We leave Invercargill tomorrow morning April 17, a bittersweet departure. While this has been a rewarding experience, we are anxious to get and give besos y brasos to our kids (that's Texas talk for hugs and kisses). Waiting for us will be 4 of our 5 kids and 3 grandchildren. Who wouldn't want to come home to that?

First we fly through Christchurch to Auckland. We are staying there one night so The Kiwi Consort can interview for yet another temporary position in palliative care for next year. I guess he likes it! Friday afternoon we fly out of Auckland to LA. Then on to Austin via Denver, arriving around midnight.

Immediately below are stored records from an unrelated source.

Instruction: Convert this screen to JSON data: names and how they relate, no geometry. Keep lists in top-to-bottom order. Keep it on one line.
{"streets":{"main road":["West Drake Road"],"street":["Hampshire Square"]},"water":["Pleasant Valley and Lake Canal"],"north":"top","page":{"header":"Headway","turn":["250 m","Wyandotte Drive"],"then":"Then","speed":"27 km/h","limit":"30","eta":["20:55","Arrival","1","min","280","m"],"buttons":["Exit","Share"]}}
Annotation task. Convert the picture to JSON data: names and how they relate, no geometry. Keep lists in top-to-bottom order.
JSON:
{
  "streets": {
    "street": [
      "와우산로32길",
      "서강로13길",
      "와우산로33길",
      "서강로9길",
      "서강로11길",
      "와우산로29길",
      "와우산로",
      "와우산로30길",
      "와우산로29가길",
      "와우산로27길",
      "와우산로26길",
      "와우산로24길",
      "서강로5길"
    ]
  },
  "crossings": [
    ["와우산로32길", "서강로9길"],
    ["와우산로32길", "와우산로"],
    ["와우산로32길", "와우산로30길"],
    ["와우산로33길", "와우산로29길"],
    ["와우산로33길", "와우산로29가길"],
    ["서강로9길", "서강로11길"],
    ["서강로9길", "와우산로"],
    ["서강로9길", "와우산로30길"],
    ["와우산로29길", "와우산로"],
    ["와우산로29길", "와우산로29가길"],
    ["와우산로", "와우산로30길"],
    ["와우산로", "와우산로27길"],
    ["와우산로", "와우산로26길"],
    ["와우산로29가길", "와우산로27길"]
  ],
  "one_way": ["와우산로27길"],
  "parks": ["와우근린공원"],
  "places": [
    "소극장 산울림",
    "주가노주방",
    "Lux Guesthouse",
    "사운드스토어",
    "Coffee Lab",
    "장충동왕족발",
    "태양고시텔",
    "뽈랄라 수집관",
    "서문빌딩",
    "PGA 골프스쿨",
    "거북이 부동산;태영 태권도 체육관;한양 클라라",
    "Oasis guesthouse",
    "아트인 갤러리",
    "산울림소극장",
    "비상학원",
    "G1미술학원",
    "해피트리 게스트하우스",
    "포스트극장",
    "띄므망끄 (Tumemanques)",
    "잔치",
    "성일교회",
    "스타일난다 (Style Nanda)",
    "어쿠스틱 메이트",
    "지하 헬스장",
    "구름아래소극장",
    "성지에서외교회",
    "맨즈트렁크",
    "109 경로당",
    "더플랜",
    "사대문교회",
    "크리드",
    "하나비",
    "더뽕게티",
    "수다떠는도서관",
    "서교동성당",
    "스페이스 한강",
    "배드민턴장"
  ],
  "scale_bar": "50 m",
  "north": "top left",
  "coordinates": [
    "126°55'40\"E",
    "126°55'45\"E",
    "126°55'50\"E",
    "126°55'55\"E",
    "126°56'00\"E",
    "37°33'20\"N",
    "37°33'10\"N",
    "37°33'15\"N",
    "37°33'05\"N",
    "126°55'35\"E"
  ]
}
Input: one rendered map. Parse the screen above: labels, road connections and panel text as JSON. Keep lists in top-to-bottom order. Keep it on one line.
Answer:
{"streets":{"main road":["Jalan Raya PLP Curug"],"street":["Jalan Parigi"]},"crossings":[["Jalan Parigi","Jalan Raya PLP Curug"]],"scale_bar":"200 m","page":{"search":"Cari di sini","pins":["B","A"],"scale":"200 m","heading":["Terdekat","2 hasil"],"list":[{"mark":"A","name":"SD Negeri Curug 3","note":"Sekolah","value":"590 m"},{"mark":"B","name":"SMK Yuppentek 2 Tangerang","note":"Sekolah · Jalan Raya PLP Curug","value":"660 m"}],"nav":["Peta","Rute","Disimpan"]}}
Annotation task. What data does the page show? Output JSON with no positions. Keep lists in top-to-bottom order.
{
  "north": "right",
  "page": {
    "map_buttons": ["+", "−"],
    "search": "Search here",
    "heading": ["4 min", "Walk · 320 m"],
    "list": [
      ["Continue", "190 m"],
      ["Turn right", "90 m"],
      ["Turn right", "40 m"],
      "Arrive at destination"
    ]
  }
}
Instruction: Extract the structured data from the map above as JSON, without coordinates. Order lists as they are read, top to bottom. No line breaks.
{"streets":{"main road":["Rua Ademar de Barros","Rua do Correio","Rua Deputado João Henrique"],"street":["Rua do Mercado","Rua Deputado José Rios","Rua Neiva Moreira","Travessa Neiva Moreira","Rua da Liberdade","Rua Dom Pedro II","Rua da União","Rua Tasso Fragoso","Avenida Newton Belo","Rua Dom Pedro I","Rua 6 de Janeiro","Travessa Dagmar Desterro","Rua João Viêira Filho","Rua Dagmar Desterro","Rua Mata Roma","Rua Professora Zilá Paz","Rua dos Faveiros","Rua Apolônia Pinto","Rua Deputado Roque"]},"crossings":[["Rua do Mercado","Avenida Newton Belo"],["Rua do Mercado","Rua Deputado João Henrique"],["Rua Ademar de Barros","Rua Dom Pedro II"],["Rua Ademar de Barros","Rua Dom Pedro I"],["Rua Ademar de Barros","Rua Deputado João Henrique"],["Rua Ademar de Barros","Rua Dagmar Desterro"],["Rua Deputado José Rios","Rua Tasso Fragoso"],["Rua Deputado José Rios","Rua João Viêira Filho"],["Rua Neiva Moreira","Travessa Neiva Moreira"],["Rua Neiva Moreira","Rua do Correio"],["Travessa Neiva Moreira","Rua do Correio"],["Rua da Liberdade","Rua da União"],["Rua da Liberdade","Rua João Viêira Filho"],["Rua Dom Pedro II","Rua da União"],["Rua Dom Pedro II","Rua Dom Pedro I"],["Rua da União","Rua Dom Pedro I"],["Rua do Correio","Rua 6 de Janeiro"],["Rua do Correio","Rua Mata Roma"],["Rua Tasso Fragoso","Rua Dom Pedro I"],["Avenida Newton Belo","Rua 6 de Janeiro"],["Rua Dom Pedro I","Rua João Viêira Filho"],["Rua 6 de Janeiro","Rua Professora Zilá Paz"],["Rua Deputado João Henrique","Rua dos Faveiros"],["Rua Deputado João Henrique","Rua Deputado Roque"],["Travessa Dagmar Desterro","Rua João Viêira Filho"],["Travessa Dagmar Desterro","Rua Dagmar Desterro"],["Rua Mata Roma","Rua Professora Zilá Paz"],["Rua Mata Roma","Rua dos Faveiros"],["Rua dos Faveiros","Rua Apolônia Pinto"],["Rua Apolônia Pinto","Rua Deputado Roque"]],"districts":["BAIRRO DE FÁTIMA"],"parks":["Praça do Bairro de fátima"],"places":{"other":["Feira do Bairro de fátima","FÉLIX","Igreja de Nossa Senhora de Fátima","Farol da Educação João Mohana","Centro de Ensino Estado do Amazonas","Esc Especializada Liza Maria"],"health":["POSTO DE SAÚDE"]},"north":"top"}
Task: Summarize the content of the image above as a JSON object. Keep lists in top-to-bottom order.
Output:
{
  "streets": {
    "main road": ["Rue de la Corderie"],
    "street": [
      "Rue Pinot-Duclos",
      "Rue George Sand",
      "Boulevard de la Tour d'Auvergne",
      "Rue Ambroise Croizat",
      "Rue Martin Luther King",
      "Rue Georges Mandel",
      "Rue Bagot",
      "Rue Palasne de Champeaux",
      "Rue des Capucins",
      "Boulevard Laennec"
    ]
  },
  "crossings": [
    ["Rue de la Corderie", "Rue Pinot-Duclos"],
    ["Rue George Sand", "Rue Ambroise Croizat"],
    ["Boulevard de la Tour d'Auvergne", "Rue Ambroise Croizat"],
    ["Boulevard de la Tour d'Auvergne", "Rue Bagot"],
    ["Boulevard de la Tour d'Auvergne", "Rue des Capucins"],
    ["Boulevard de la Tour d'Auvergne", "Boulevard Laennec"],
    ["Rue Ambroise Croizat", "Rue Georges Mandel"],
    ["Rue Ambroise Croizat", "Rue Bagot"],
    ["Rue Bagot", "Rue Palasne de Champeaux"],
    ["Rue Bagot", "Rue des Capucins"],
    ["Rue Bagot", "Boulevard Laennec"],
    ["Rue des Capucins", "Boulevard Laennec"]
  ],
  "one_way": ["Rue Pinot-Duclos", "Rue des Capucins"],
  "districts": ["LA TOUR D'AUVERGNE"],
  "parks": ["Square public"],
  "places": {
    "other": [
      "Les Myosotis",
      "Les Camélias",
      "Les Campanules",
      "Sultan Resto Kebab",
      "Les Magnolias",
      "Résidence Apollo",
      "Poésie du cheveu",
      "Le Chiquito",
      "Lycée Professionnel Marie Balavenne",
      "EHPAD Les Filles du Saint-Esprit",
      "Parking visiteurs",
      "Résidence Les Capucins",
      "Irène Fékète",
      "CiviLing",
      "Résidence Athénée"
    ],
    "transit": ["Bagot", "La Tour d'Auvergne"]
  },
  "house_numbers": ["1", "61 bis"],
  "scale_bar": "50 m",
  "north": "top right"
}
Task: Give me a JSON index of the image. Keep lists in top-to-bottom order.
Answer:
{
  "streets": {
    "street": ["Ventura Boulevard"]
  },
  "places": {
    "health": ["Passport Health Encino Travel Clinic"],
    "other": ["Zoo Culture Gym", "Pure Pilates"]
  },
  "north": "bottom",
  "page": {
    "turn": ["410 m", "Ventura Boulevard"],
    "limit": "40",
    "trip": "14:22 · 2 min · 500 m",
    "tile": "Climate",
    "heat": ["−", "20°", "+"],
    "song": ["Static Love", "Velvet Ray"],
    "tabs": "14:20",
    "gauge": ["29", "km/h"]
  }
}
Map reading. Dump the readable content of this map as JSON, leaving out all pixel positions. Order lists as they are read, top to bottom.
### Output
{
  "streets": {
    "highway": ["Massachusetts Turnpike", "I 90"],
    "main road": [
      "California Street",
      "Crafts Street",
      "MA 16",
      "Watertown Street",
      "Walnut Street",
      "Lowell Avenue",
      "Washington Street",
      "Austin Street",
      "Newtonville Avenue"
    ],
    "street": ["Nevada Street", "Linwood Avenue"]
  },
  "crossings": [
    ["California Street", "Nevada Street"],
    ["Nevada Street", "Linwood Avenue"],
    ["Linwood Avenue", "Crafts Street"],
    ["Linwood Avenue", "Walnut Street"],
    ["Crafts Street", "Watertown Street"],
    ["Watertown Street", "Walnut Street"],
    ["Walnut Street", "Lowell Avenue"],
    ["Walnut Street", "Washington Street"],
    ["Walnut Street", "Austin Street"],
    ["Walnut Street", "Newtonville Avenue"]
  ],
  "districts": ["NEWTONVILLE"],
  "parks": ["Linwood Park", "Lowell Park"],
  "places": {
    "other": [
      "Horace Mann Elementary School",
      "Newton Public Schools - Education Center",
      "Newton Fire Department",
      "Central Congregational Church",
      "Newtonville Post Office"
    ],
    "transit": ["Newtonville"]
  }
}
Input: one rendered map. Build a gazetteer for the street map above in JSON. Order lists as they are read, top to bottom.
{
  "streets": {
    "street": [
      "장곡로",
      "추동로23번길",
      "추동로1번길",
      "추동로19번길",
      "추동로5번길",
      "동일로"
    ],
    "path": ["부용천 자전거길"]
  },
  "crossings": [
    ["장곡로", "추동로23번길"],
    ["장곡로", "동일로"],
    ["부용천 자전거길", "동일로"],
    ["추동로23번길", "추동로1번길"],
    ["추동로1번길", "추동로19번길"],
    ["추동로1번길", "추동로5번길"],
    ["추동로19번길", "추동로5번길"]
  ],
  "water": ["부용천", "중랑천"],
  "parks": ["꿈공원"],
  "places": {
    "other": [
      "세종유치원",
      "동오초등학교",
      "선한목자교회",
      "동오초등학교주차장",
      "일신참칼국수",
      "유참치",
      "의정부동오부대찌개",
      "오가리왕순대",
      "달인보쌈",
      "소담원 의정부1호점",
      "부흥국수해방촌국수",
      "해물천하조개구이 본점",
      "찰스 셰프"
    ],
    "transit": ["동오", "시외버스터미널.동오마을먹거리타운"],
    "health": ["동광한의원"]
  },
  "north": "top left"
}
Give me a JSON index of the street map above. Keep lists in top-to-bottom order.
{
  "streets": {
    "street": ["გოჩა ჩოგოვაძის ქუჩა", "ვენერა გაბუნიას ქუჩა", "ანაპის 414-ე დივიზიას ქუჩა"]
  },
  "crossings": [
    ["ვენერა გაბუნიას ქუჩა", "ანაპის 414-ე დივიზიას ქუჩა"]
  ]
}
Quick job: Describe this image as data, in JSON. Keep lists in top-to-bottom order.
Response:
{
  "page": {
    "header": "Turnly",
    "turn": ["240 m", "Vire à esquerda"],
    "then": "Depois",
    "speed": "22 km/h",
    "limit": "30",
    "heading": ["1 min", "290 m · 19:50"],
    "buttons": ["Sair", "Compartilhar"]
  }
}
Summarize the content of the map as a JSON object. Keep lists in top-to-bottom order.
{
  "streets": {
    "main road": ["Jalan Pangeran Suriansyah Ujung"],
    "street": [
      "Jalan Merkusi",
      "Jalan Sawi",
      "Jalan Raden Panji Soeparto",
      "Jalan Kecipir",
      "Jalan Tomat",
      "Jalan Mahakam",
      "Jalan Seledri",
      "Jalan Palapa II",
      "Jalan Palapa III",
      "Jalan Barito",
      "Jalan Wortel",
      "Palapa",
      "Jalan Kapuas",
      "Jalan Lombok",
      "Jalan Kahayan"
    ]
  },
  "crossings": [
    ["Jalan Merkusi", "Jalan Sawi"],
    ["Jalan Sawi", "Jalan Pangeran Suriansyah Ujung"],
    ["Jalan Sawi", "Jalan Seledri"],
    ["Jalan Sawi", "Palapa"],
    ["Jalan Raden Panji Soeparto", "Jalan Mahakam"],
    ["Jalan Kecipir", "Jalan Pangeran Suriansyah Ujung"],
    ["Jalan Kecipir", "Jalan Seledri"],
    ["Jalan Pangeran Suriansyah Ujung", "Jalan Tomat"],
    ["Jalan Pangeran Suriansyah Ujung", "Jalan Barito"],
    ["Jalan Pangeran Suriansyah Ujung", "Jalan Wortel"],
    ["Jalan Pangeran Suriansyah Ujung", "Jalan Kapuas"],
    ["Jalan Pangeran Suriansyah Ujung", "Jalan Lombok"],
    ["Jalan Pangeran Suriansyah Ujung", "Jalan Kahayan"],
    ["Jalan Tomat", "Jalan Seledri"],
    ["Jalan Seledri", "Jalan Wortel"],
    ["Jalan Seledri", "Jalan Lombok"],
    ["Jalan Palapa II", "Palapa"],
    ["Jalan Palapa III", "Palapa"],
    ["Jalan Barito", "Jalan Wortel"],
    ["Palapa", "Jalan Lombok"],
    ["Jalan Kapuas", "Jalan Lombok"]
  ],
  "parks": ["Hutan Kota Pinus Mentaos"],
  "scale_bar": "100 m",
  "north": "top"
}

We will be in Texas for about a month and then drive to Minnesota where this writer will spend the North American summer months. That of course is an adventure in itself, but not one that falls into the vegemite tales category. (Although I brought some vegemite back with me. That stuff is addicting!)

I have more tales about living and traveling in New Zealand (we have lived in Greymouth as well as Invercargill), Antarctica, and the sub-Antarctic islands that I haven't been able to finish and post. And at some time in the future, I will post on this site, all the adventures that I have been sending the select few on e-mail. So here's the deal. I will get them finished as I can and post them on the blog. Essentially, until we return to KiwiLand, this becomes a memoir, albeit one of relatively recent adventures. If you aren't already, I invite you to become a Follower. If it works as it should, the site will just notify you by email when a new posting is up. Then you can read it on the blog and post comments also.

This is the address to bookmark: http://vegemite-tales.blogspot.com/

Thank you for reading my musings. I have so enjoyed the responses I received from you. Until we next meet ...

Cheers and Aroha*!

The Kiwi Traveler

*Maori. Translates akin to Aloha from Hawaii.

Monday, April 13, 2009

AAAAAAAAaaaaaaaaaaaaaa...........

Keep your eye on the red shirt.....................







I don't think I can do this!
















Whoa! Back flip out?













YIKES!









WHOOPEE!!!!

































Big Bounce

















Just swingin'












Coming
back
up













I DID IT!!!!!










Note: Before the jump, I signed a legal waiver which I didn't read, of course. Later, I noted AJ Hackett Bungy would not be responsible for "... emotional trauma to friends and relatives ...". I would have just blown that off except The Partner was so relieved that I survived that he cried. Gotta' love that man!

Cheers!
Kiwi Traveler

Thursday, April 2, 2009

Living the high life in Qtown

4 April 2009

Kia
Ora!

Queenstown is the queen of New Zealand's tourist industry. We have been here before but ignored the usual tourist attractions in favor of a wine tour and visit to a historical Chinese village limited restoration in Arrowtown, returning by way of the market orchards around Cromwell. You will find that story on a previous post. Now I want to be a tourist in Queenstown, so this is the weekend to indulge me, if not us.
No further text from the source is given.